Après la Résistance, la reconstruction et la décolonisation. C'est l'autre volet de sa vie que révèle le nouveau film de Pascal Convert projeté en avant première dimanche devant prés de 400 personnes.

Il y a un an, le 8 mai 2011, les Amis de l'Humanité avaient invité Raymond Aubrac à commenter le film « Aubrac, les années de guerre » (1). Un très grand moment dans la vie des Amis. Dimanche,  un peu plus d'un mois après sa disparition, c'est un nouvel hommage qui lui a été rendu avec la projection de la suite au cinéma Max Linder, « Aubrac, la reconstruction », en présence des deux réalisateurs, Pascal Convert et Fabien Beziat.

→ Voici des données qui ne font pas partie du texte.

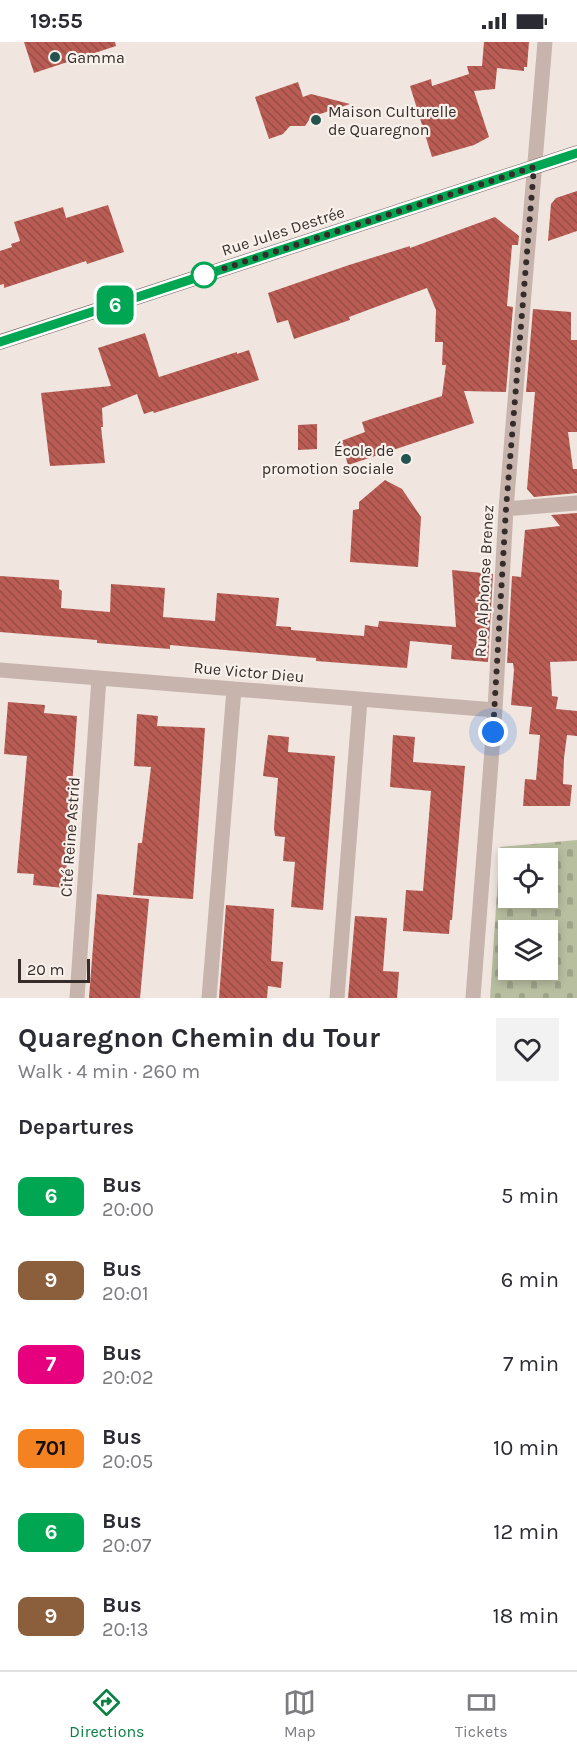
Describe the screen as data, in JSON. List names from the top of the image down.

Ernest Pignon-Ernest, Pascal Convert, Fabien Beziat et Charles Silvestre

Robert Chambeiron, dernier survivant du CNR (Conseil national de la résistance) devait présider cet hommage. Ernest Pignon Ernest et Charles Silvestre (2) ont expliqué que la fatigue de ses 97 ans l'avait empêché d'être physiquement présent, mais qu'il serait là à travers un court film de 7 minutes. Il y raconte la genèse du CNR, constitué autour de Jean Moulin, et comment il fallut que chacune de ses composantes y mette du sien pour accepter l'autre et se faire accepter. Deux exemples: la laïcité, qui gênait les catholiques, ne fut pas évoquée dans le programme du CNR. La décolonisation, qui en gênait d'autres, non plus. Mais on s'accorda sur la nécessité des nationalisations. Le prix d'une unité sans laquelle la France n'eut plus été la France et une leçon à méditer.

 

 

 

 

 

 

 

 

 

 

 

 

Robert Chambeiron était présent à travers un court film de 7 minutes

Dans le film « Aubrac, la reconstruction », on voit  comment cet ingénieur des Ponts a su en jeter entre les peuples. Après la phase délicate de l'après guerre où il a dirigé le déminage du territoire, le film montre le rôle éminent et peu connu de Raymond Aubrac dans la décolonisation, l'autre grand combat de sa vie: au Maroc indépendant, mais surtout au Vietnam. Ami intime d'Ho Chi Minh (qu'il accueillait chez lui avec Lucie), il joua les passeurs de messages avec Kissinger pendant la guerre américaine, multipliant les efforts pour que des négociations s'engagent. Le film aborde également avec franchise le sujet complexe des rapports entre les Aubrac et le PCF.

 

 

 

 

 

 

 

 

 

 

 

 

Sa fille Catherine et ses petits enfants étaient présents dans la salle

Résultat de cinq années de rencontres, de travail, d'amitié aussi - en témoignent les éclats de malice dans le regard saisis par la caméra -  il a beaucoup ému les proches de Raymond Aubrac présents: sa fille Catherine et ses petits enfants, mais aussi Hélène Luc, qui l'avait accompagné récemment au Vietnam. Parmi les personnalités qui ont participé aux échanges d'après projection, Alain Ruscio, historien du Vietnam et de la décolonisation, François Delpla, auteur de « Aubrac, les faits et la calomnie » (3), Edwy Plenel de Médiapart, mais aussi le Dr Marcel Françis Kahn qui rappela l'engagement de Raymond Aubrac, ces dernières années, pour le droit des Palestiniens à un Etat.

 

Texte : Françoise Germain-Robin, photos : Joël Lumien

(1) Réalisé par Pascal Convert, également auteur d'une biographie de Raymond Aubrac, le film a été  diffusé par France 5, comme devrait l'être ce second volet.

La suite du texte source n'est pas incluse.